EXERCISE OBJECTIVE
Scan the material that follows. Copy every line containing the word "position".
+++ DATA +++
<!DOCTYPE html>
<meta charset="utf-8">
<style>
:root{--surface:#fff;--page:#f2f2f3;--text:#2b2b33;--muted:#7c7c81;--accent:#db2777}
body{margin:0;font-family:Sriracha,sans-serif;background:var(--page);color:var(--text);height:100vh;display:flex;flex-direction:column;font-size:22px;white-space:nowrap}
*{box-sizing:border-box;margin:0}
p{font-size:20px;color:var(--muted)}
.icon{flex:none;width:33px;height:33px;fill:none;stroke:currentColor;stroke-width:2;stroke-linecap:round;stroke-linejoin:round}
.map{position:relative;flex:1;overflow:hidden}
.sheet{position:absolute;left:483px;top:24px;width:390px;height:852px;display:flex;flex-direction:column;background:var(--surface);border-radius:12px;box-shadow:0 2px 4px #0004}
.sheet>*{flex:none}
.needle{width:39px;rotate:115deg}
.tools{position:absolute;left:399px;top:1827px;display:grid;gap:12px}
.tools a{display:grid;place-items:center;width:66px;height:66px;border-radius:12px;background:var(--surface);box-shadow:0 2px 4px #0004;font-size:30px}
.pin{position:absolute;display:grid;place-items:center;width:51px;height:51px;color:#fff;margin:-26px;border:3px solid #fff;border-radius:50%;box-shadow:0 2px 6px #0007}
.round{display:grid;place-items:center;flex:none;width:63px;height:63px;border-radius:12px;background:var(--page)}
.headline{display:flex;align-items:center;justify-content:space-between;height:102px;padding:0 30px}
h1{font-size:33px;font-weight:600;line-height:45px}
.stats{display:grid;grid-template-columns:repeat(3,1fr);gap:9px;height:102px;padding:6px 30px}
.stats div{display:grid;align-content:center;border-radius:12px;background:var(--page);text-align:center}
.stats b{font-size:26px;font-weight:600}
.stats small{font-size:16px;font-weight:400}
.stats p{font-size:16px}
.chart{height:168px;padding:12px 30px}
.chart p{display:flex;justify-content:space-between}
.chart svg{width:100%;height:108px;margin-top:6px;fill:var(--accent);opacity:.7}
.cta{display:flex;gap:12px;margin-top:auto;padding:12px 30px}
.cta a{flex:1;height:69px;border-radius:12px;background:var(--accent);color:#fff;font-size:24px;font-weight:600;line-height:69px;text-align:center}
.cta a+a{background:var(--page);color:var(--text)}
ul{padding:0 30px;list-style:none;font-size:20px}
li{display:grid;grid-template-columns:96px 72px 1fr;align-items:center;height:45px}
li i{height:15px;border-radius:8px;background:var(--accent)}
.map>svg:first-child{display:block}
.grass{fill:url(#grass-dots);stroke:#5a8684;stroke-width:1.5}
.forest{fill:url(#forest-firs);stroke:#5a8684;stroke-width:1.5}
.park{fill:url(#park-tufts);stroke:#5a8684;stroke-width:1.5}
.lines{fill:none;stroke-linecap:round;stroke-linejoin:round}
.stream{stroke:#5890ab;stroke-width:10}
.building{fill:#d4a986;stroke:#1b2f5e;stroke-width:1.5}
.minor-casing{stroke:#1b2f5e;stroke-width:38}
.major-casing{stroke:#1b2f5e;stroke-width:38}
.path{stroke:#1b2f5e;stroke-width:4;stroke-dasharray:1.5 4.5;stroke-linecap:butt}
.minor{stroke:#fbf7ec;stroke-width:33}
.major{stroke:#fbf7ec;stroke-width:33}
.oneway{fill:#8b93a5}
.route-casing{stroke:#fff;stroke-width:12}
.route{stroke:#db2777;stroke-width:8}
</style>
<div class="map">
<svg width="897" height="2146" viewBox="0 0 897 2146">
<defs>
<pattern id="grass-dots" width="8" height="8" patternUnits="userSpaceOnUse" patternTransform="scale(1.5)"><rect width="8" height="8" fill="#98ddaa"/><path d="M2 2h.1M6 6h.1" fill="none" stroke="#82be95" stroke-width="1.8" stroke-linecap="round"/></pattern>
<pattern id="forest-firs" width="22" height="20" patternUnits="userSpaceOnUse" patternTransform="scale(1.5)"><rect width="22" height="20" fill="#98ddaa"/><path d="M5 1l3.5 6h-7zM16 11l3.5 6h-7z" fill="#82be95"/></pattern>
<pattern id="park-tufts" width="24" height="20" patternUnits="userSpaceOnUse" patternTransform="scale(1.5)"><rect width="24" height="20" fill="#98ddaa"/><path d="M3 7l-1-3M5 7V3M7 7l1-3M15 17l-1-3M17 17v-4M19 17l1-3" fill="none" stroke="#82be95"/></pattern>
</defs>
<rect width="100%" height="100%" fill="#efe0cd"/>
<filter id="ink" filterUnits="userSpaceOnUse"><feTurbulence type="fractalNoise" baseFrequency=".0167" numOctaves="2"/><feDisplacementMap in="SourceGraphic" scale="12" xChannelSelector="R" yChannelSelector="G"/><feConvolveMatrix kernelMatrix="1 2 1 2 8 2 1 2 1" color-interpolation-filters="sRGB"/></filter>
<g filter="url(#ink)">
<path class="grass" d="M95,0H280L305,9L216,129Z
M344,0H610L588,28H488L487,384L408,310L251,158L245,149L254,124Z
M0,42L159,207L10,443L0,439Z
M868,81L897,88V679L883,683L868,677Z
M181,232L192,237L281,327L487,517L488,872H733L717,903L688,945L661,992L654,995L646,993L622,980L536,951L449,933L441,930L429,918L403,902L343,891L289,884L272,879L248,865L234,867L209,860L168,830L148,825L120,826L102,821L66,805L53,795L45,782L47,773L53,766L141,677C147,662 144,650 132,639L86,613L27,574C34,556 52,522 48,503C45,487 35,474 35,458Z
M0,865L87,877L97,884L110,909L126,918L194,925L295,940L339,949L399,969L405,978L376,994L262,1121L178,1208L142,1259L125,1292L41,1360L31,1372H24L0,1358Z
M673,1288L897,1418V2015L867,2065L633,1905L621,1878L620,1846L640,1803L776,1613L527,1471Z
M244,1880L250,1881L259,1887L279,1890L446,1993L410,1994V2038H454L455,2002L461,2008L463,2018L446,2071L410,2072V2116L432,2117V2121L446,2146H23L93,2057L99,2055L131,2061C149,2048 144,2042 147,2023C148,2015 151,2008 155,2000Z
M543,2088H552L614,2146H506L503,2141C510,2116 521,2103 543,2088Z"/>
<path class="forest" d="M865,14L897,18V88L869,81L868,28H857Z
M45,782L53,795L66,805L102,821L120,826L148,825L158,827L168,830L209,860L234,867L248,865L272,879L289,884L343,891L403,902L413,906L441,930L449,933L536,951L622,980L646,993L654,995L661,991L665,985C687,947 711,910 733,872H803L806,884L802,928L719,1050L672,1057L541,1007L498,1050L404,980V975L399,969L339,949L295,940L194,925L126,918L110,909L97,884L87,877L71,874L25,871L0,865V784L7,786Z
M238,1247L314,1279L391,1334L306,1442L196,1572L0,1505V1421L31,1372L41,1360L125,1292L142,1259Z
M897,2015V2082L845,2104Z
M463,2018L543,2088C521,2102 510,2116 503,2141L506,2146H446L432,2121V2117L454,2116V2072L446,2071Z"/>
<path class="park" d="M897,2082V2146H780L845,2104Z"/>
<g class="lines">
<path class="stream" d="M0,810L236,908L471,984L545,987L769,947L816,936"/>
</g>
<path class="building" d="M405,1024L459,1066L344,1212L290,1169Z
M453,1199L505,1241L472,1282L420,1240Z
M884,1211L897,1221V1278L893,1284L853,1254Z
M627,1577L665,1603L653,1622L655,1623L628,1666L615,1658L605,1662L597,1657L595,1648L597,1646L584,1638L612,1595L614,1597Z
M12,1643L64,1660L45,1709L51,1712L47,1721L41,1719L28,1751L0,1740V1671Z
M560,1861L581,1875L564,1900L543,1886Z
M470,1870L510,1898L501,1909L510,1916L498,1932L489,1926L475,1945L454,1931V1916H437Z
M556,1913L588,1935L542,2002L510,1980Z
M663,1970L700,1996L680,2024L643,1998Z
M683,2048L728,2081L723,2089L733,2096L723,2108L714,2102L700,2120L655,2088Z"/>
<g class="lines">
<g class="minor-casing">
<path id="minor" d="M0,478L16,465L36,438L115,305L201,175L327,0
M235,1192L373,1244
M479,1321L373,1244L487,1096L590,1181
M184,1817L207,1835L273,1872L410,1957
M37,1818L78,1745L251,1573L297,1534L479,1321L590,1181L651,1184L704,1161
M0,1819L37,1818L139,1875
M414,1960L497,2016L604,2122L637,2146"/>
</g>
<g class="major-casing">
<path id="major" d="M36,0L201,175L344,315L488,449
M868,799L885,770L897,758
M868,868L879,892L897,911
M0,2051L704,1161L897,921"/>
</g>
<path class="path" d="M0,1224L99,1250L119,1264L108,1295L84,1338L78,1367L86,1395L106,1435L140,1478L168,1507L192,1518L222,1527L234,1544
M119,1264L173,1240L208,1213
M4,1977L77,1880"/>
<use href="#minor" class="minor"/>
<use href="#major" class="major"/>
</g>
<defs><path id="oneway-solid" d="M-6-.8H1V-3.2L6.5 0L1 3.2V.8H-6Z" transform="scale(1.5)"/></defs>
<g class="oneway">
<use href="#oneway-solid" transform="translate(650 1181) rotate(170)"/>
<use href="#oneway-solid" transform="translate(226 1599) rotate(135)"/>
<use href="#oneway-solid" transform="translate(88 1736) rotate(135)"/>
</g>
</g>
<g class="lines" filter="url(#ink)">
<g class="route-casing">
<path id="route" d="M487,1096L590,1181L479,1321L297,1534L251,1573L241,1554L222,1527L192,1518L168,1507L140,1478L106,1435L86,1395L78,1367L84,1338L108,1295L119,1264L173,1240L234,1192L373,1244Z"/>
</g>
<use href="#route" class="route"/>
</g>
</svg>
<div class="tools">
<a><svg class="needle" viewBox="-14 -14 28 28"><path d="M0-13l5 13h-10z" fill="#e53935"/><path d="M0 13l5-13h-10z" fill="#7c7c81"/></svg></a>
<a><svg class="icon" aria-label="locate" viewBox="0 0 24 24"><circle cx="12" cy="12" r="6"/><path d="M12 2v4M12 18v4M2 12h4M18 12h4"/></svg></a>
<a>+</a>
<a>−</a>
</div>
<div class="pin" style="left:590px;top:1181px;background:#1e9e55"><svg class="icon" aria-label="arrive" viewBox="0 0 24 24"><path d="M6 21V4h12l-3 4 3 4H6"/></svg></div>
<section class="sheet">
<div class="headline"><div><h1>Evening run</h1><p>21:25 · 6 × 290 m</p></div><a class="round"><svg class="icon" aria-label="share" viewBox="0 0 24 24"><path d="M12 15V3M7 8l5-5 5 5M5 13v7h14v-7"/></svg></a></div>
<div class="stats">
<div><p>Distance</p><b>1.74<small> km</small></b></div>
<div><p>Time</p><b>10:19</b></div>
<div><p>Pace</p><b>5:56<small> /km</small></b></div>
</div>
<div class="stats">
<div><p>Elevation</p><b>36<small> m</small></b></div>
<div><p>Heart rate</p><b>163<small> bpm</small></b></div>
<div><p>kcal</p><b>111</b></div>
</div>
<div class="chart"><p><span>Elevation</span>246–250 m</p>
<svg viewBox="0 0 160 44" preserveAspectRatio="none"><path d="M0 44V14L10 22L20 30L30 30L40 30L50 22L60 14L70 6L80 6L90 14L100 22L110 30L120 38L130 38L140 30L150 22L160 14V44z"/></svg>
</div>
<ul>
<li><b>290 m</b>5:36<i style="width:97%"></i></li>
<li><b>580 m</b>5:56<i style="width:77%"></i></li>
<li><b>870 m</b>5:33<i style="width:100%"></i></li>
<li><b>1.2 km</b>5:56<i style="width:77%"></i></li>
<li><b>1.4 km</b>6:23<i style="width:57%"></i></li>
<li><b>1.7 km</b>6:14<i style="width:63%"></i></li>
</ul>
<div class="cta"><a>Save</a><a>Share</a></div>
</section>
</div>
+++
RESPONSE BOX
.map{position:relative;flex:1;overflow:hidden}
.sheet{position:absolute;left:483px;top:24px;width:390px;height:852px;display:flex;flex-direction:column;background:var(--surface);border-radius:12px;box-shadow:0 2px 4px #0004}
.tools{position:absolute;left:399px;top:1827px;display:grid;gap:12px}
.pin{position:absolute;display:grid;place-items:center;width:51px;height:51px;color:#fff;margin:-26px;border:3px solid #fff;border-radius:50%;box-shadow:0 2px 6px #0007}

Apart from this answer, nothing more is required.